We use Black for consistent code formatting:

black .

Key formatting rules:

  • Line length: 88 characters (Black default)

  • Use double quotes for strings

  • Consistent indentation (4 spaces)

  • Trailing commas in multi-line structures

Linting

We use Ruff for fast Python linting:

ruff check --fix  # Auto-fix issues where possible
ruff check        # Check without fixing

Enabled rule categories:

  • E, W - pycodestyle errors and warnings

  • F - pyflakes errors

  • D - pydocstyle (documentation)

  • ANN - type annotations

  • B - flake8-bugbear

  • C90 - mccabe complexity

  • TRY - tryceratops

  • ARG - flake8-arguments

  • SLF - flake8-self

Pre-commit Hooks

Run before every commit:

pre-commit run --all-files

This automatically runs:

  • Black formatting

  • Ruff linting with auto-fix

  • Codespell for typos

  • Basic file checks (trailing whitespace, end-of-file, YAML validation)

  • pytest tests

Code Organization

File Structure

Follow the established package structure:

seagliderOG1/
├── readers.py      # Data input/reading functions
├── writers.py      # Data output/writing functions  
├── convertOG1.py   # Main conversion logic
├── tools.py        # User-facing utility functions
├── utilities.py    # Internal helper functions
├── vocabularies.py # OG1 vocabulary mappings
└── plotters.py     # Visualization functions

Import Organization

Order imports following PEP 8:

# Standard library
import logging
import os
from datetime import datetime

# Third-party packages
import numpy as np
import pandas as pd
import xarray as xr

# Local imports
from seagliderOG1 import utilities, vocabularies

Documentation

Docstrings

Use numpy-style docstrings for all public functions:

def convert_to_OG1(list_of_datasets, contrib_to_append=None):
    """
    Processes datasets and converts them to OG1 format.

    Parameters
    ----------
    list_of_datasets : list[xr.Dataset] | xr.Dataset
        A list of xarray datasets or a single dataset in basestation format.
    contrib_to_append : dict[str, str] | None, optional
        Dictionary containing additional contributor information.
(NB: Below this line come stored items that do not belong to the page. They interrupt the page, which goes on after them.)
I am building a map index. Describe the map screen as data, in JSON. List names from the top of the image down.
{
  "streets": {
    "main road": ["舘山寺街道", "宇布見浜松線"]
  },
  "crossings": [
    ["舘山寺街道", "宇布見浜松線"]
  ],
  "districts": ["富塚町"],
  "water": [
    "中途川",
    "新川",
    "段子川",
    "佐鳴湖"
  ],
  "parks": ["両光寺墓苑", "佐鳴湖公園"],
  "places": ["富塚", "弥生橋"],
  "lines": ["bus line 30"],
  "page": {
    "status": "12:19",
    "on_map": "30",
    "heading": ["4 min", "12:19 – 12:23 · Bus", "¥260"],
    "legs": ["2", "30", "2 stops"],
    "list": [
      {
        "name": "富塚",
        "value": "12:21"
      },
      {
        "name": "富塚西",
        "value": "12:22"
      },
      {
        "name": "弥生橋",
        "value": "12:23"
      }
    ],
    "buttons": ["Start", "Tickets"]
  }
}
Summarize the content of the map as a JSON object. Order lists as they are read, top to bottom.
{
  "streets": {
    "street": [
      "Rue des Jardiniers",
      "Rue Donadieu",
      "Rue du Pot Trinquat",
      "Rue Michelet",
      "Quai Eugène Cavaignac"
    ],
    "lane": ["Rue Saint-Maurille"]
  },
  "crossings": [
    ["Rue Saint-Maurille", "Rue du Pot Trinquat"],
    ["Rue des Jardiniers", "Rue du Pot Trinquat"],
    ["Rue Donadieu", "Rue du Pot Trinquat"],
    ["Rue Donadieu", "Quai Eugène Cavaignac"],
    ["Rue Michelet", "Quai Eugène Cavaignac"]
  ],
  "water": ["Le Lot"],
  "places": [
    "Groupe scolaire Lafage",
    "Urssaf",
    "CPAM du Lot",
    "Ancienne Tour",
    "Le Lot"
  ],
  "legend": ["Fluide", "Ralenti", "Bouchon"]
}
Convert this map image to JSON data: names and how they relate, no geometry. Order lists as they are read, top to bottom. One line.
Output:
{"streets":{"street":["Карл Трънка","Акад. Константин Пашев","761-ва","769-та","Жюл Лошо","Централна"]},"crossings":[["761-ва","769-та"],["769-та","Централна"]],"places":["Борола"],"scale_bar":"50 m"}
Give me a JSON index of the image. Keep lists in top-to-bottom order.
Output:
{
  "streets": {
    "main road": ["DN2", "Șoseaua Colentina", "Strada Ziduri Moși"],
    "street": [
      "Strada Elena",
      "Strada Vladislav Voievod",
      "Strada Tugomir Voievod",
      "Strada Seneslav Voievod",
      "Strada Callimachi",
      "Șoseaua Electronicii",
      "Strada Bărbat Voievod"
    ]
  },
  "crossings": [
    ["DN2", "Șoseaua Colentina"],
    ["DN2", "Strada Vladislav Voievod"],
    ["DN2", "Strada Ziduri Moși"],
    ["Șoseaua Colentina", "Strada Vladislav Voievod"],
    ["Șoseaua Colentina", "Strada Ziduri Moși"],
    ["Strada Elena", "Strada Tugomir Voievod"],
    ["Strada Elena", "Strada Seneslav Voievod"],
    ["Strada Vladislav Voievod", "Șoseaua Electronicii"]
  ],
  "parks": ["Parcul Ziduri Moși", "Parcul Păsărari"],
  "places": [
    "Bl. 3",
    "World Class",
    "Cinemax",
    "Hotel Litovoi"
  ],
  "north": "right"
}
Default is None.

    Returns
    -------
    tuple[xr.Dataset, list[str]]
        A tuple containing:
        - ds_og1 : xr.Dataset
            The processed dataset in OG1 format.
        - varlist : list[str]
            A list of variable names from input datasets.

    Raises
    ------
    ValueError
        If input datasets are invalid.

    Examples
    --------
    >>> datasets = readers.load_basestation_files("path/to/files/")
    >>> og1_data, variables = convert_to_OG1(datasets)
    """

Comments

  • Use comments sparingly for complex logic

  • Prefer self-documenting code with clear variable names

  • Add TODO comments for future improvements

Variable Naming

Conventions

  • Functions and variables: snake_case

  • Constants: UPPER_CASE

  • Classes: PascalCase (when needed)

  • Private functions: _leading_underscore

Dataset Variables

Follow OG1 naming conventions:

  • Time coordinates: TIME, TIME_GPS

  • Spatial coordinates: LATITUDE, LONGITUDE, DEPTH

  • Measurements: Descriptive names in UPPER_CASE

  • QC flags: Append _QC to variable name

Descriptive Names

Prefer descriptive names over abbreviations:

# Good
temperature_data = ds["TEMP"]
pressure_sensor = ds["PRES"] 
dive_number = ds.attrs["dive_number"]

# Avoid
temp = ds["TEMP"]
p = ds["PRES"]
dn = ds.attrs["dive_number"]

Testing

Test Structure

  • Place tests in tests/ directory

  • Mirror package structure: test_module.py for each module.py

  • Use pytest for all testing

Test Naming

def test_convert_to_og1_single_dataset():
    """Test conversion with a single input dataset."""
    pass

def test_convert_to_og1_multiple_datasets():
    """Test conversion with multiple input datasets."""
    pass

Coverage

  • Aim for good test coverage of public functions

  • Test both success and failure cases

  • Include edge cases and boundary conditions

Data Handling

xarray Best Practices

  • Use descriptive coordinate and dimension names

  • Set appropriate attributes for variables

  • Handle missing data consistently (use NaN)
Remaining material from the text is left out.